Friday, January 10, 2014

Manicpixiedreamgirl, by Tom Leveen

Ever since ninth grade, Tyler has had a massive crush on Rebecca Webb, but he's never been able to find the will to tell her.  Instead, he's told his friend Sydney in honors English.  She even offered to hook them up, but Tyler couldn't imagine doing it.  Instead, he started dating Syd instead.  And so a weird triangle developed:  Sydney likes Tyler and Tyler is OK with hanging out with Syd, but both of them know that Tyler dreams of Becky.  Meanwhile, Becky doesn't know how Tyler feels about her at all.  At least, not until tonight, when Tyler's thinly-veiled story about Becky has just been published.

And what has Tyler written?  He's created a short story all about the wonderful way he feels about Becky.  About how perfect she is and how he is not worthy of her.  The problem is that Becky (big surprise!) is hardly the perfect creature than Tyler imagines.  She's hardly the straight-A perfect student of Tyler's dreams.  In fact, as everyone at school (including Tyler) knows, she's pretty screwed up.  Becky, to put it mildly, has self-esteem issues and a reputation for hooking up with any boy who asks, which Tyler would know if he ever asked her.  Doing that, however, would destroy the dream world that Tyler has created.  He would rather imagine rescuing her.

An amazingly intense story of how human beings (and perhaps adolescents a bit more strongly) create fantasies to avoid awkward truths.  It's an unpleasant story -- there are no true heroes here -- and Leveen makes no attempt to sweeten any of the protagonists.  Whether it's Tyler's obsession for Becky, or Syd's hopeless desire to stay with Tyler, or Becky's complete self-destructive behavior, these are messed up kids with very believable issues.  If you've never been in one of these roles, consider yourself lucky -- the rest of us have the t-shirt to show for it in our closet!
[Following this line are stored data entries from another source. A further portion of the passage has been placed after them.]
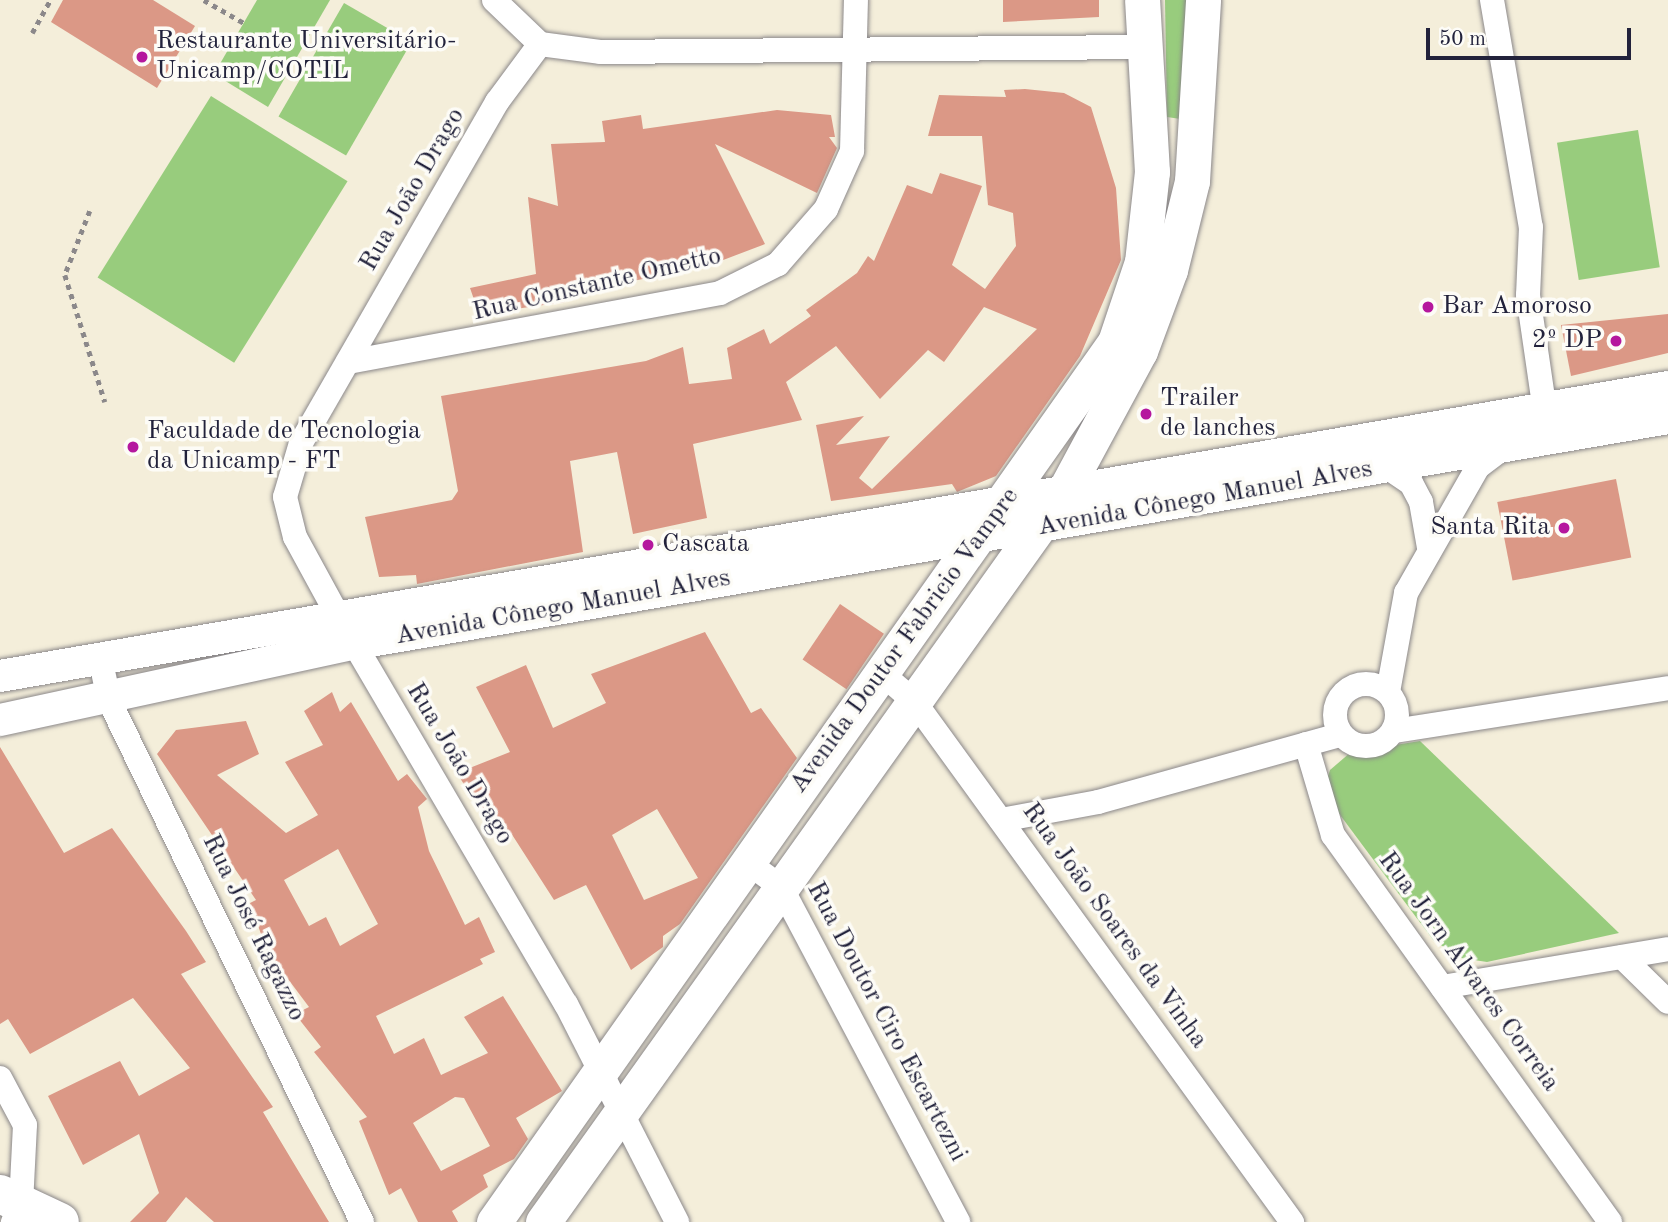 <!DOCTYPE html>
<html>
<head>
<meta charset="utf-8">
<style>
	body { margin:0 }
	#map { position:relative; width:1668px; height:1222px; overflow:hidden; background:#f4eeda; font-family:"Old Standard TT",serif }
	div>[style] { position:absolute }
	.green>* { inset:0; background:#98cc7d; transform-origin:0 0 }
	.building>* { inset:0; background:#db9886; transform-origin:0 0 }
	.path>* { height:4.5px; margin-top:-2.25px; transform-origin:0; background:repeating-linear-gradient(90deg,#8b888a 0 5px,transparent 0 10px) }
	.roads { filter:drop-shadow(0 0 2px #8b888a) drop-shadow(0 0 2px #8b888a) }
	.minor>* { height:24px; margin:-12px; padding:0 12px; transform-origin:12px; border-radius:12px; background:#fff }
	.minor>.ring { margin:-12px; padding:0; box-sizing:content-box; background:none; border:24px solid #fff; border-radius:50% }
	.tertiary>* { height:32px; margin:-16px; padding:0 16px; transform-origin:16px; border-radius:16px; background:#fff }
	.secondary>* { height:35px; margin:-17.5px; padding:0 17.5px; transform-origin:17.5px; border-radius:17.5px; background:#fff }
	.trunk>* { height:38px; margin:-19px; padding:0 19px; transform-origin:19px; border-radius:19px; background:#fff }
	.dots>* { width:19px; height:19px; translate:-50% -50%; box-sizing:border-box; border:4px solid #fdfcf7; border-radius:50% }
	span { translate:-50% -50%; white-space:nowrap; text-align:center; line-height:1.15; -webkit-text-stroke:7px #fdfcf7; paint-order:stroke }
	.poi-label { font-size:26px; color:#22223b }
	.left { translate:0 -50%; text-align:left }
	.right { translate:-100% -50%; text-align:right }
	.street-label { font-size:26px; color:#22223b }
	.scale { position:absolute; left:1426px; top:28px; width:205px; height:32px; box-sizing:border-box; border:4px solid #22223b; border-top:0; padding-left:9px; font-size:21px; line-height:24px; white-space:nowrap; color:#22223b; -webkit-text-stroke:5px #fdfcf7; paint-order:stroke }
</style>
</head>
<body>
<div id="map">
	<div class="green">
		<div style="clip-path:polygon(257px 0,330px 0,268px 107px,214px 74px)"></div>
		<div style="clip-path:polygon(1165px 0,1190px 0,1187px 120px,1167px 117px)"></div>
		<div style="left:344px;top:3px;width:78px;height:131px;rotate:30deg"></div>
		<div style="left:211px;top:96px;width:161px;height:214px;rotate:32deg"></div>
		<div style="left:1638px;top:130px;width:139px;height:82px;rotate:81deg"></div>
		<div style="clip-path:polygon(1420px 741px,1619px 933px,1487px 962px,1461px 958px,1433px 940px,1323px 792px,1330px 770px,1351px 752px)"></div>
	</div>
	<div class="building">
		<div style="clip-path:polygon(63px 0,153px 0,195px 26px,157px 88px,51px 22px)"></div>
		<div style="clip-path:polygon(1003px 0,1099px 0,1099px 17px,1003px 22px)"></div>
		<div style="clip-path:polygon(1025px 89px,1064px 93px,1091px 107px,1116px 188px,1121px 260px,1080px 356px,996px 476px,957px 492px,952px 484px,831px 501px,816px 425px,864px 416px,836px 445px,890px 436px,859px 478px,872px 489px,1037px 329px,984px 307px,944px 362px,928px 350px,880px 399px,836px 346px,786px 382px,802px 420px,693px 444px,707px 518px,633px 534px,617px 452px,570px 461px,583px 552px,417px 584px,416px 575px,379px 577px,365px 517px,452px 500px,458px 491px,441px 396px,646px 361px,683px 347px,689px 384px,732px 379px,727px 348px,764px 329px,770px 344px,811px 316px,806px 310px,857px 273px,868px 256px,874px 261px,907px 185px,932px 194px,940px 173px,982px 186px,952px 265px,985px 289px,1016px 246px,1013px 213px,988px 205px,982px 136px,928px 136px,939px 95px,1006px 97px,1004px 90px)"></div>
		<div style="clip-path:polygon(777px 110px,831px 115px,835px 137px,829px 137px,837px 148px,817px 193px,715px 144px,765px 244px,718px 262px,662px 267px,663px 275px,562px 295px,565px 302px,479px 314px,470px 288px,536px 274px,528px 197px,558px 206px,551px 144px,605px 142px,602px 121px,641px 115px,643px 129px)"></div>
		<div style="clip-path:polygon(1668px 314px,1668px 353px,1571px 376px,1561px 325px)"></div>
		<div style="left:1616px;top:479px;width:80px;height:121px;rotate:79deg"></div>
		<div style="left:840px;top:604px;width:53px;height:67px;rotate:34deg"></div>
		<div style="clip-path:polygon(evenodd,705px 632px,751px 713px,761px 708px,797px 758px,680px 924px,663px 936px,663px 947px,631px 970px,586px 885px,554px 900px,511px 833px,498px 840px,457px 773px,510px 752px,476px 687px,526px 665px,553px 728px,606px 703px,591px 674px,705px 632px,657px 809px,698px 878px,644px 900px,612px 835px,657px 809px)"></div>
		<div style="clip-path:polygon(evenodd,332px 692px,340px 712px,351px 702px,398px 781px,407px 774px,427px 799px,418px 807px,429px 851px,465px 925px,479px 917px,495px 952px,480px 959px,483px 964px,376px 1016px,394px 1054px,424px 1038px,441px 1075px,488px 1053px,464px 1017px,503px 996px,562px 1091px,516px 1118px,528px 1139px,514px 1159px,483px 1175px,488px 1187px,452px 1211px,458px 1222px,418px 1222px,401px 1188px,389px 1195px,359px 1121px,367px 1117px,314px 1052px,321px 1047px,295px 1014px,309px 1007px,267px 951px,250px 903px,256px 900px,157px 754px,176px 730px,246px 721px,259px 754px,217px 775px,286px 833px,318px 815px,285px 762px,323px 745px,304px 711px,332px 692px,338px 849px,378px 924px,340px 946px,326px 917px,309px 926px,284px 880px,338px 849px,332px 692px,455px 1097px,464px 1098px,490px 1146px,441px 1171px,413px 1123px,455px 1097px)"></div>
		<div style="clip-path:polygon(0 747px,64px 853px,112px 828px,186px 931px,206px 962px,181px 974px,273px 1107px,263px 1112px,329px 1222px,214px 1222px,186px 1197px,166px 1222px,130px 1222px,159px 1193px,139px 1134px,83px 1165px,48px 1096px,120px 1061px,139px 1096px,190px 1068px,133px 998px,30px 1054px,8px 1019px,0 1024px)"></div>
	</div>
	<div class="path">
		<div style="left:204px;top:0;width:46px;rotate:29.9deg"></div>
		<div style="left:32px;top:33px;width:38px;rotate:-61deg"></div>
		<div style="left:90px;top:211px;width:69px;rotate:111.3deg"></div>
		<div style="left:65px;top:275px;width:133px;rotate:72.5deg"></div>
	</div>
	<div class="roads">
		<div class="minor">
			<div style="left:494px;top:0;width:64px;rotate:43.7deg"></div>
			<div style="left:1492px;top:0;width:230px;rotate:80.3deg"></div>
			<div style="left:1531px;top:227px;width:68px;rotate:92.5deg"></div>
			<div style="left:1528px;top:295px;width:117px;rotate:81.7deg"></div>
			<div style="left:540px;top:44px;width:72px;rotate:126.6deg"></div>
			<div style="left:497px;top:102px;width:393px;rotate:119.9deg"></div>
			<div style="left:301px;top:443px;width:56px;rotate:106.5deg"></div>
			<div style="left:285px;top:497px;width:41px;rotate:76deg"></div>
			<div style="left:295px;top:537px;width:90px;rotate:61.4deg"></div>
			<div style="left:338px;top:616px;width:450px;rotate:59.6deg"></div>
			<div style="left:566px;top:1004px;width:245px;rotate:63deg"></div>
			<div style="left:540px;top:44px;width:62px;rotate:7.5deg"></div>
			<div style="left:601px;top:52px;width:544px;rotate:-0.53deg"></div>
			<div style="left:348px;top:362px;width:378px;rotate:-10.5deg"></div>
			<div style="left:720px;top:293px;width:65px;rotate:-26.6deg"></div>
			<div style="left:778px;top:264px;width:73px;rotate:-48.9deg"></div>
			<div style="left:826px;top:209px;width:64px;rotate:-65.9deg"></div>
			<div style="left:852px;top:151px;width:151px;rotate:-88.5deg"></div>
			<div style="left:1387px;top:467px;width:29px;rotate:34deg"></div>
			<div style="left:1411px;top:483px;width:21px;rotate:62deg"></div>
			<div style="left:1421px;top:502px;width:47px;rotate:80.1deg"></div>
			<div style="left:100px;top:657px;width:44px;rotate:78.2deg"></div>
			<div style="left:109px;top:700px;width:580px;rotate:64.14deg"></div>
			<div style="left:881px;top:673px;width:43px;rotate:40.3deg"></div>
			<div style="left:914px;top:701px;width:644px;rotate:54.04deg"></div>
			<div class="ring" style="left:1335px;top:684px;width:38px;height:38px"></div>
			<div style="left:1388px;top:692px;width:101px;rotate:-79.7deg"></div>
			<div style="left:1406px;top:593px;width:145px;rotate:-60.3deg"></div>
			<div style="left:1478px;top:467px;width:34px;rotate:-37deg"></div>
			<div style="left:1394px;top:731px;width:277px;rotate:-8.9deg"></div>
			<div style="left:1306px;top:744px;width:95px;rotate:73.5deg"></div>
			<div style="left:1333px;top:835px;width:476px;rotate:54.4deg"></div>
			<div style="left:1001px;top:820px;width:99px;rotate:-10.5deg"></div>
			<div style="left:1098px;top:802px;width:251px;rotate:-15.5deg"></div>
			<div style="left:747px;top:862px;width:42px;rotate:36.3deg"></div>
			<div style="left:781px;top:887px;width:379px;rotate:62.1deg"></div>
			<div style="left:1622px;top:957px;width:64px;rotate:44.4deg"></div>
			<div style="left:1442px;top:987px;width:229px;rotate:-9.5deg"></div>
			<div style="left:0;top:1078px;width:53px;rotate:62deg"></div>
			<div style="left:25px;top:1125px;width:79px;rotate:92.9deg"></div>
			<div style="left:21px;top:1204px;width:20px;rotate:114deg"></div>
		</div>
		<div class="tertiary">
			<div style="left:0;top:676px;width:1693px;rotate:-9.83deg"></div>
			<div style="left:0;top:720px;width:361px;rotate:-12.2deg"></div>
			<div style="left:353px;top:644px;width:1334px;rotate:-9.75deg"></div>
		</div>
		<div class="secondary">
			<div style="left:494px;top:1222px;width:1077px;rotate:-54.79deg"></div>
			<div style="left:1115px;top:342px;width:84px;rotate:-71.4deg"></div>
			<div style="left:1142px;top:262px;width:91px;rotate:-83.7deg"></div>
			<div style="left:1152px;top:172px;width:172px;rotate:-93.3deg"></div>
			<div style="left:543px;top:1222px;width:899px;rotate:-54.51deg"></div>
			<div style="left:1065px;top:490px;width:158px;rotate:-61.7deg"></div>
			<div style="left:1140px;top:351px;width:86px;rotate:-69.7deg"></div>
			<div style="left:1170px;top:270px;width:92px;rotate:-76.1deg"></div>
			<div style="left:1192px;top:181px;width:181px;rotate:-86.5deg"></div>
		</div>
		<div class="trunk">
			<div style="left:0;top:1194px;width:66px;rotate:25deg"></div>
		</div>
	</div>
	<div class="dots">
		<div style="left:142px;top:57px;background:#b5179e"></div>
		<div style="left:1428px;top:307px;background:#b5179e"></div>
		<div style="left:1616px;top:341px;background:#b5179e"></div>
		<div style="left:1146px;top:414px;background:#b5179e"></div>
		<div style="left:133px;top:447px;background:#b5179e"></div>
		<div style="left:1564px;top:528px;background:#b5179e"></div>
		<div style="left:648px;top:545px;background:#b5179e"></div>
	</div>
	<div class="poi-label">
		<span class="left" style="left:156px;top:57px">Restaurante Universitário-<br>Unicamp/COTIL</span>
		<span class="left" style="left:1442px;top:307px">Bar Amoroso</span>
		<span class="right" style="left:1602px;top:341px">2º DP</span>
		<span class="left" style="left:1160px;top:414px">Trailer<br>de lanches</span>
		<span class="left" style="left:147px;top:447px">Faculdade de Tecnologia<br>da Unicamp - FT</span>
		<span class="right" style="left:1550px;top:528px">Santa Rita</span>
		<span class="left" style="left:662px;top:545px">Cascata</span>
	</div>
	<div class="street-label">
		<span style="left:413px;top:190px;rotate:-60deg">Rua João Drago</span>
		<span style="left:597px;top:285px;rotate:-13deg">Rua Constante Ometto</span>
		<span style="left:1205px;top:499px;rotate:-10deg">Avenida Cônego Manuel Alves</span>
		<span style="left:563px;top:608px;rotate:-10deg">Avenida Cônego Manuel Alves</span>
		<span style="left:905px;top:641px;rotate:-54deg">Avenida Doutor Fabricio Vampre</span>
		<span style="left:459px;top:764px;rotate:59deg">Rua João Drago</span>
		<span style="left:1114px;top:926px;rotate:54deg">Rua João Soares da Vinha</span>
		<span style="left:253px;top:928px;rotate:64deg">Rua José Ragazzo</span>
		<span style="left:1468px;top:972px;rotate:54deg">Rua Jorn Alvares Correia</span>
		<span style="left:886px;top:1022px;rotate:62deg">Rua Doutor Ciro Escartezni</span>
	</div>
	<div class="scale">50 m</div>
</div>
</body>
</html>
I especially like the fact that this is a book written by a man about a boy.  I take no small amount of flak for reading "girl" books all the time.  I do so because it usually takes a woman author writing about a girl to tell a story with this much emotional honesty.  Male authors don't have the patience to tell this story and everyone assumes that only boys will read about a boy (and that boys won't read something like this with so little action in it).  The result is that it is very rare to find a novel like this.  Leveen truly is an outstanding YA writer who has the insight and the skills to create strong and realistic young men and women, and tell a story with brutal honesty.

This may well be the best book I read in 2014.  What a way to start the year!